Crackdown on private vehicles cripples New Year trips

National Transport and Safety Authority (NTSA) Director-General Francis Meja at a past event. On December 31, 2015, NTSA officials pitched tent on Naivasha Road to impound private vehicles being used as PSVs. FILE PHOTO | NATION MEDIA GROUP

What you need to know:

  • Also affected were other travellers in funeral convoys who had to abandon their plans in the crackdown that targeted private vehicles that were operating as PSVs illegally.
  • With the big demand for transport during this season, the drivers of the private vehicles were making several trips and getting fatigued in the process.

Many travellers heading upcountry from Nairobi to celebrate the New Year were on Thursday stranded after private vehicles they were using were impounded in a crackdown by authorities.

Also affected were other travellers in funeral convoys who had to abandon their plans in the crackdown that targeted private vehicles that were operating as PSVs illegally.

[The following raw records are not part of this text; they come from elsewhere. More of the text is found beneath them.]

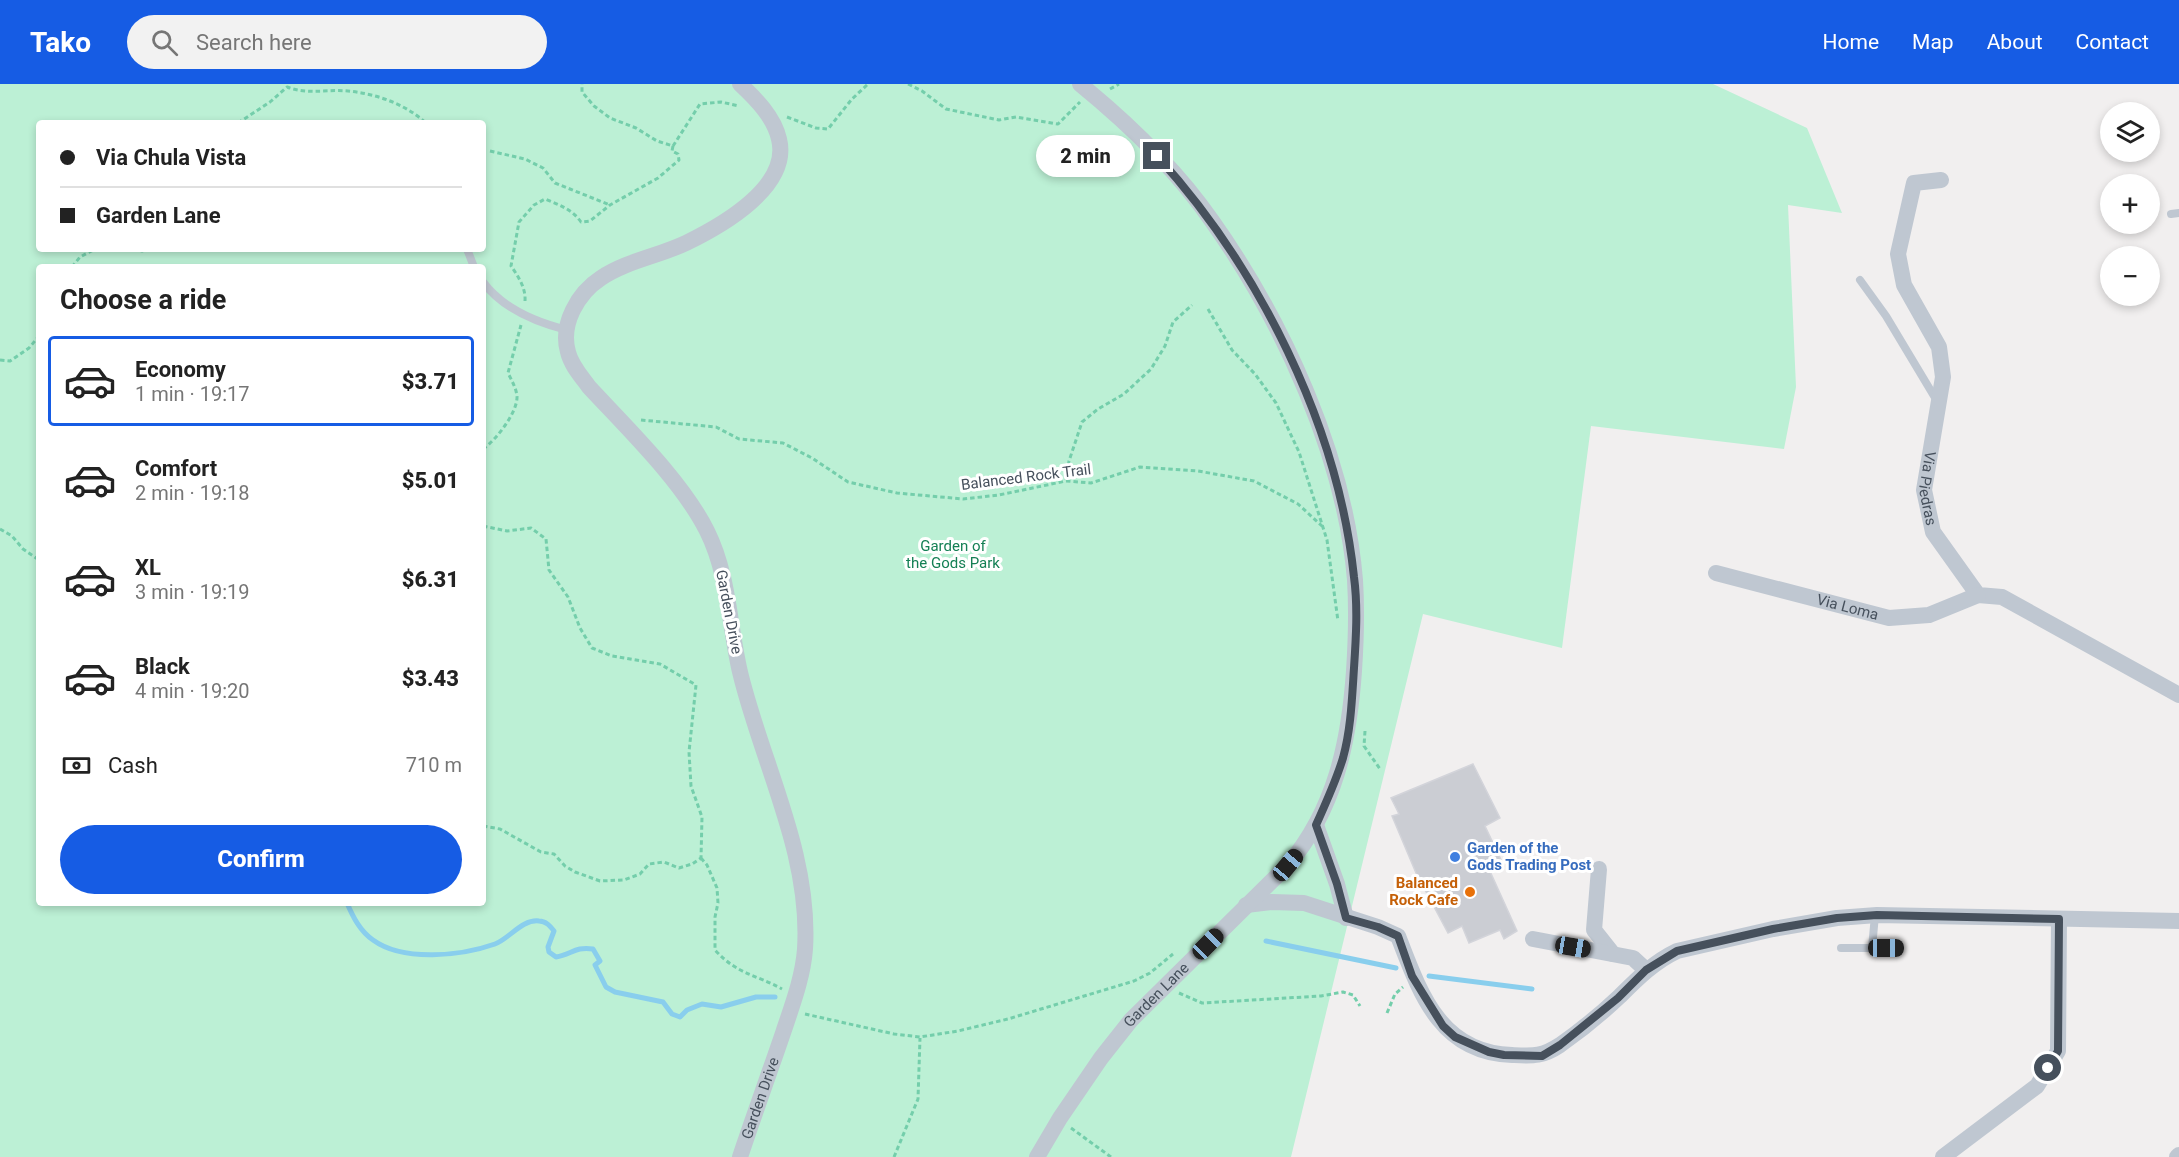 <!DOCTYPE html>
<html lang="en">
<head>
<meta charset="utf-8">
<style>
  body { margin:0; font-family:Roboto,sans-serif; background:#f2f2f2; color:#222; height:100vh; display:flex; flex-direction:column; font-size:22px; white-space:nowrap }
  * { box-sizing:border-box; margin:0 }
  p { font-size:20px; color:#767676 }
  .icon { flex:none; width:33px; height:33px; fill:none; stroke:currentColor; stroke-width:2; stroke-linecap:round; stroke-linejoin:round }
  .map { position:relative; flex:1; overflow:hidden }
  .details { position:absolute; left:36px; top:180px; width:450px; height:642px; display:flex; flex-direction:column; background:#fff; border-radius:6px; box-shadow:0 3px 9px #0003 }
  .details>* { flex:none }
  .banner { position:absolute; left:36px; top:36px; width:450px; height:132px; border-radius:6px; box-shadow:0 3px 9px #0003; display:grid; align-content:center; height:132px; padding:0 24px; background:#fff }
  .controls { position:absolute; left:2100px; top:18px; display:grid; gap:12px }
  .controls a { display:grid; place-items:center; width:60px; height:60px; border-radius:50%; background:#fff; box-shadow:0 3px 9px #0003; font-size:30px }
  .end { position:absolute; width:27px; height:27px; margin:-14px; border:8px solid #46505c; background:#fff; box-shadow:0 0 0 3px #fff }
  .from { border-radius:50% }
  .bubble { position:absolute; height:42px; border-radius:21px; background:#fff; box-shadow:0 3px 9px #0003; font-size:20px; font-weight:800; line-height:42px; text-align:center }
  .car { position:absolute; width:18px; height:36px; margin:-18px -9px; border-radius:8px; box-shadow:0 0 4px 2px #0007; background:linear-gradient(#222 24%,#8ab4d8 0 40%,#222 0 76%,#8ab4d8 0 86%,#222 0) }
  .banner b { display:flex; align-items:center; gap:21px; height:57px; font-size:22px }
  .banner b+b { border-top:2px solid #e0e0e0 }
  .banner i { width:15px; height:15px; background:#222 }
  ul { padding:0; list-style:none }
  li { display:flex; align-items:center; gap:18px; height:90px; margin:0 12px 9px; padding:0 12px; border:3px solid transparent; border-radius:6px }
  li div { flex:1 }
  li b { display:block; font-size:22px }
  li em { font-style:normal; font-weight:800 }
  li.current { border-color:#165ce4 }
  li>.icon { width:54px; height:54px; stroke-width:1.5 }
  h2 { padding:0 24px; font-size:27px; line-height:72px }
  .pay { display:flex; align-items:center; gap:15px; height:66px; padding:0 24px; font-size:22px }
  .pay p { margin-inline-start:auto }
  .action { display:flex; gap:12px; margin-top:auto; padding:12px 24px }
  .action a { flex:1; height:69px; border-radius:36px; background:#165ce4; color:#fff; font-size:24px; font-weight:800; line-height:69px; text-align:center }
  header { display:flex; align-items:center; gap:36px; box-sizing:border-box; height:84px; padding:0 30px; background:#165ce4; color:#fff }
  header strong { font-size:28px }
  nav { display:flex; gap:33px; margin-inline-start:auto; font-size:21px }
  .search { width:420px; height:54px; background:#f2f2f2; display:flex; align-items:center; gap:15px; box-sizing:border-box; padding:0 21px; border-radius:33px; color:#767676; font-size:22px }
  .map>svg:first-child { display:block }
  .green { fill:#bcf0d5; fill-rule:evenodd }
  .lines { fill:none; stroke-linecap:round; stroke-linejoin:round }
  .stream { stroke:#89ceed; stroke-width:5 }
  .building { fill:#cbcdd3; stroke:#d3d4da; stroke-width:1.5 }
  .path { stroke:#74ceab; stroke-width:3; stroke-dasharray:4.5 3; stroke-linecap:butt }
  .service { stroke:#bfc7d1; stroke-width:8 }
  .minor { stroke:#bfc7d1; stroke-width:16 }
  .route { stroke:#46505c; stroke-width:8 }
  .shop-dot { fill:#3f7fe0; stroke:#fff; stroke-width:2 }
  .food-dot { fill:#e8710a; stroke:#fff; stroke-width:2 }
  .labels { text-anchor:middle; stroke-width:6; stroke-linejoin:round; paint-order:stroke }
  .street-label { font-size:15px; fill:#46505c; stroke:#fff }
  .park-label { font-size:15px; fill:#158055; stroke:#fff }
  .shop-label { font-size:15px; font-weight:bold; fill:#366cbe; stroke:#fff; text-anchor:start }
  .food-label { font-size:15px; font-weight:bold; fill:#c56008; stroke:#fff; text-anchor:end }
</style>
</head>
<body>
<header>
<strong>Tako</strong>
<div class="search"><svg class="icon" aria-label="search" viewBox="0 0 24 24"><circle cx="10" cy="10" r="6"/><path d="M15 15l6 6"/></svg>Search here</div>
<nav><a>Home</a><a>Map</a><a>About</a><a>Contact</a></nav>
</header>
<div class="map">
<svg width="2179" height="1073" viewBox="0 0 2179 1073">
  <rect width="100%" height="100%" fill="#f1efef"/>
  <!-- green -->
  <path class="green" d="M 0,0 L 1713,0 L 1807,44 L 1842,129 L 1788,121 L 1796,303 L 1784,365 L 1591,342 L 1562,564 L 1423,530 L 1291,1073 L 0,1073 ZM 39,39 L 483,39 L 483,165 L 39,165 ZM 39,183 L 483,183 L 483,819 L 39,819 Z"/>
  <g class="lines">
    <!-- stream -->
    <path class="stream" d="M 347,819 C 353,833 360,847 373,856 C 403,878 461,872 495,860 C 509,855 522,835 539,837 C 546,837 550,842 554,847 L 548,863 L 549,868 L 556,873 C 571,871 575,862 593,865 L 600,877 L 595,881 L 606,903 L 615,908 L 663,918 L 672,930 L 680,933 L 687,926 L 702,920 L 721,923 L 756,913 L 775,913
      M 1266,857 L 1396,884
      M 1429,892 L 1532,905"/>
  </g>
  <!-- building -->
  <path class="building" d="M 1473,680 L 1500,734 L 1485,742 L 1502,778 L 1489,785 L 1517,847 L 1504,855 L 1500,846 L 1469,859 L 1462,842 L 1448,849 L 1416,789 L 1392,732 L 1399,730 L 1391,714 Z"/>
  <g class="lines">
    <!-- path -->
    <path class="path" d="M 908,0 L 922,7 L 946,25 L 999,36 L 1016,33 L 1058,40 L 1080,18
      M 1110,5 L 1119,0
      M 787,33 L 816,44 L 828,45 L 852,15 L 868,0
      M 238,39 L 270,18 L 287,3 C 308,11 328,5 348,7 C 377,10 405,20 426,39
      M 673,62 L 700,20 L 721,18 L 739,22
      M 490,67 L 525,75 L 543,84 L 555,99 L 610,121
      M 133,165 L 142,167 L 148,165
      M 72,183 L 80,173 L 95,165
      M 525,217 C 526,204 518,192 511,182 L 519,138 L 534,121 L 545,115 C 559,121 572,125 581,138 L 590,137 L 610,121 L 658,94 L 679,76 L 678,70 L 672,67 L 673,62 L 657,57 L 636,44 L 610,34 L 594,22 L 582,8 L 582,0
      M 1208,225 L 1232,266 L 1255,290 L 1276,319 L 1299,368 L 1327,456 L 1338,537
      M 0,276 L 10,277 L 29,264 L 39,252
      M 641,336 L 716,343 L 739,355 L 783,359 L 812,374 L 848,398 L 897,409 L 963,415 L 999,411 L 1066,397 L 1091,399 L 1140,383 L 1198,387 L 1254,397 L 1298,420 L 1322,442
      M 483,365 C 496,356 518,328 517,312 C 516,304 512,297 508,289 L 521,241
      M 1066,396 L 1069,377 L 1082,338 L 1098,325 L 1124,310 L 1151,285 L 1165,262 L 1173,238 L 1192,221
      M 483,442 L 507,447 L 531,444 L 546,455 L 549,486 L 568,513 L 580,544 L 592,564 L 612,572 L 660,580 L 696,601 L 689,668 L 691,702 L 702,733 L 701,774
      M 0,445 L 12,452 L 23,465 L 39,476
      M 1365,647 L 1364,662 L 1380,685
      M 483,742 L 500,745 L 541,768 L 554,770 L 565,782 L 575,788 L 600,797 L 624,796 L 640,790 L 649,780 L 664,778 L 679,784 L 692,780 L 701,774
      M 701,774 L 707,781 L 717,804 L 718,819 L 715,833 L 715,866 C 738,891 755,890 782,905
      M 1179,909 L 1202,919 L 1321,912 L 1343,908 L 1353,911 L 1360,922
      M 1387,929 L 1395,910 L 1403,903
      M 805,930 L 894,950 L 920,953 L 958,947 L 1008,935 L 1134,897 L 1150,889 L 1173,870
      M 1071,1044 L 1111,1073
      M 894,1073 L 918,1015 L 920,954"/>
    <!-- service -->
    <path class="service" d="M 2171,130 L 2179,129
      M 467,165 L 474,183
      M 1860,196 L 1886,232 L 1937,317
      M 483,198 C 503,225 535,238 567,246
      M 1841,864 L 1900,864
      M 1872,864 L 1875,831"/>
    <!-- minor -->
    <g class="minor">
      <path id="s1" d="M 1941,96 L 1914,99 L 1898,170 L 1904,201 L 1939,263 L 1943,293 L 1924,406 L 1933,448 L 1978,511 L 2002,513 L 2179,611"/>
      <path id="s2" d="M 1716,489 L 1889,534 L 1929,531 L 1978,511"/>
      <path d="M 1316,741 L 1337,800 L 1346,834"/>
      <path d="M 1599,785 L 1594,846 L 1613,870"/>
      <path d="M 1246,821 L 1272,818 L 1304,819 L 1378,843 L 1398,852 C 1420,909 1440,969 1512,971 C 1533,972 1542,973 1560,961 C 1580,947 1602,929 1620,912 C 1638,894 1654,878 1677,867 L 1773,845 L 1837,834 L 1877,831 L 2179,837"/>
      <path d="M 1533,855 L 1633,874 L 1646,886"/>
      <path id="s3" d="M 740,1073 C 754,1031 769,990 783,949 C 792,922 803,893 805,865 C 811,769 762,680 740,588 C 729,541 729,491 707,447 C 682,397 627,344 589,303 C 581,292 571,281 568,268 C 560,240 578,209 601,194 C 626,177 659,172 686,159 C 721,142 791,103 779,55 C 774,33 756,15 740,0"/>
      <path id="s4" d="M 1037,1073 L 1060,1034 L 1101,974 L 1131,936 L 1288,781 C 1335,725 1349,659 1354,587 C 1356,557 1357,527 1355,496 C 1345,373 1283,237 1212,137 C 1176,85 1129,40 1080,0"/>
      <path d="M 1943,1073 L 2037,1002 L 2058,967 L 2059,835"/>
      <path d="M 2177,1073 L 2179,1071"/>
    </g>
  </g>
  <g class="lines">
    <!-- route -->
    <path class="route" d="M 1157,72 C 1259,184 1338,341 1354,493 C 1358,523 1356,554 1354,584 C 1352,614 1351,645 1343,674 C 1336,697 1326,719 1316,741 L 1337,800 L 1346,834 L 1378,843 L 1398,852 L 1412,892 L 1443,942 L 1455,953 L 1489,968 L 1504,971 L 1542,972 L 1560,961 L 1618,914 L 1646,886 L 1677,867 L 1773,845 L 1837,834 L 1877,831 L 2059,835 L 2058,967 L 2048,984"/>
  </g>
  <!-- markers -->
  <circle class="shop-dot" cx="1455" cy="773" r="6"/>
  <circle class="food-dot" cx="1470" cy="808" r="6"/>
  <g class="labels">
    <!-- street labels -->
    <g class="street-label">
      <text transform="translate(1026 393) rotate(-7)" y="5">Balanced Rock Trail</text>
      <text dy="5" stroke="none"><textPath href="#s1" startOffset="346">Via Piedras</textPath></text>
      <text dy="5" stroke="none"><textPath href="#s2" startOffset="136">Via Loma</textPath></text>
      <text transform="translate(729 528) rotate(79)" y="5">Garden Drive</text>
      <text dy="5" stroke="none"><textPath href="#s4" startOffset="202">Garden Lane</textPath></text>
      <text dy="5" stroke="none"><textPath href="#s3" startOffset="62">Garden Drive</textPath></text>
    </g>
    <!-- park labels -->
    <g class="park-label">
      <text x="953" y="467">Garden of<tspan x="953" dy="17">the Gods Park</tspan></text>
    </g>
    <!-- shop labels -->
    <g class="shop-label">
      <text x="1467" y="769">Garden of the<tspan x="1467" dy="17">Gods Trading Post</tspan></text>
    </g>
    <!-- food labels -->
    <g class="food-label">
      <text x="1458" y="804">Balanced<tspan x="1458" dy="17">Rock Cafe</tspan></text>
    </g>
  </g>
</svg>
<div class="controls">
<a><svg class="icon" aria-label="layers" viewBox="0 0 24 24"><path d="M12 4l9 5-9 5-9-5zM3 14l9 5 9-5"/></svg></a>
<a>+</a>
<a>−</a>
</div>
<i class="end from" style="left:2048px;top:984px"></i>
<i class="end" style="left:1157px;top:72px"></i>
<div class="bubble" style="left:1036px;top:51px;width:99px">2 min</div>
<i class="car" style="left:1288px;top:781px;rotate:40deg"></i>
<i class="car" style="left:1208px;top:860px;rotate:45deg"></i>
<i class="car" style="left:1573px;top:863px;rotate:100deg"></i>
<i class="car" style="left:1886px;top:864px;rotate:90deg"></i>
<div class="banner">
<b><i class="from"></i>Via Chula Vista</b>
<b><i></i>Garden Lane</b>
</div>
<section class="details">
<h2>Choose a ride</h2>
<ul>
<li class="current"><svg class="icon" aria-label="car" viewBox="0 0 24 24"><path d="M5 17H2v-5l4-1 3-4h7l3 4 3 1v5h-3M9 17h6M6 11h13"/><circle cx="7" cy="17" r="2"/><circle cx="17" cy="17" r="2"/></svg><div><b>Economy</b><p>1 min · 19:17</p></div><em>$3.71</em></li>
<li><svg class="icon" aria-label="car" viewBox="0 0 24 24"><path d="M5 17H2v-5l4-1 3-4h7l3 4 3 1v5h-3M9 17h6M6 11h13"/><circle cx="7" cy="17" r="2"/><circle cx="17" cy="17" r="2"/></svg><div><b>Comfort</b><p>2 min · 19:18</p></div><em>$5.01</em></li>
<li><svg class="icon" aria-label="car" viewBox="0 0 24 24"><path d="M5 17H2v-5l4-1 3-4h7l3 4 3 1v5h-3M9 17h6M6 11h13"/><circle cx="7" cy="17" r="2"/><circle cx="17" cy="17" r="2"/></svg><div><b>XL</b><p>3 min · 19:19</p></div><em>$6.31</em></li>
<li><svg class="icon" aria-label="car" viewBox="0 0 24 24"><path d="M5 17H2v-5l4-1 3-4h7l3 4 3 1v5h-3M9 17h6M6 11h13"/><circle cx="7" cy="17" r="2"/><circle cx="17" cy="17" r="2"/></svg><div><b>Black</b><p>4 min · 19:20</p></div><em>$3.43</em></li>
</ul>
<div class="pay"><svg class="icon" aria-label="cash" viewBox="0 0 24 24"><path d="M3 7h18v10H3z"/><circle cx="12" cy="12" r="2"/></svg>Cash<p>710 m</p></div>
<div class="action"><a>Confirm</a></div>
</section>
</div>
</body>
</html>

National Transport and Safety Authority (NTSA) boss Francis Meja said the operation was launched after it emerged that private vehicles led in road fatalities unlike before when most accidents were caused by PSVs.

On Thursday, the NTSA officials pitched tent on the busy Naivasha Road, which is one of the main transport arteries for vehicles going to Rift Valley and western Kenya.

Most of the vehicles - mainly the seven-seaters - were found ferrying passengers to different destinations like Kisumu, Eldoret, Kericho, Kisii, Kakamega and Nakuru while the drivers did not have PSV licenses.

“There is a new group of vehicles masquerading as PSV. They have no insurance cover for passengers,” Mr Meja told journalists and warned people against boarding such vehicles.

With the big demand for transport during this season, the drivers of the private vehicles were making several trips and getting fatigued in the process.

Mr Meja said they have been carrying out the crackdown for the interest of the travellers.

Drivers caught ferrying passengers in such vehicles, he said, risked being jailed for six months or pay a fine of Sh200,000.

QUESTION TIME
The NTSA boss faulted people for boarding such vehicles while having the full knowledge that they were not licensed to carry passengers.

Some of the drivers had alerted their passengers on what to tell the police should they be stopped on the way.

The commuters would say that they were either friends or relatives travelling in the same vehicle to upcountry homes for New Year celebrations.

To beat this trick, the first thing the NTSA officials asked such drivers was whether they knew all the passengers in the car by their names.

And they would first ask the passengers to produce their Identity Cards.

This is how most of the drivers were caught as they did not know the names of the commuters.

Others confessed that they had paid money to be ferried to their destinations.

“I boarded this vehicle at Afya Centre (in Nairobi) and paid Sh1,000 to be taken to Eldoret,” Mr Stanley Meidime told the NTSA officials and traffic police when the seven seater vehicle he was travelling in was ordered to stop.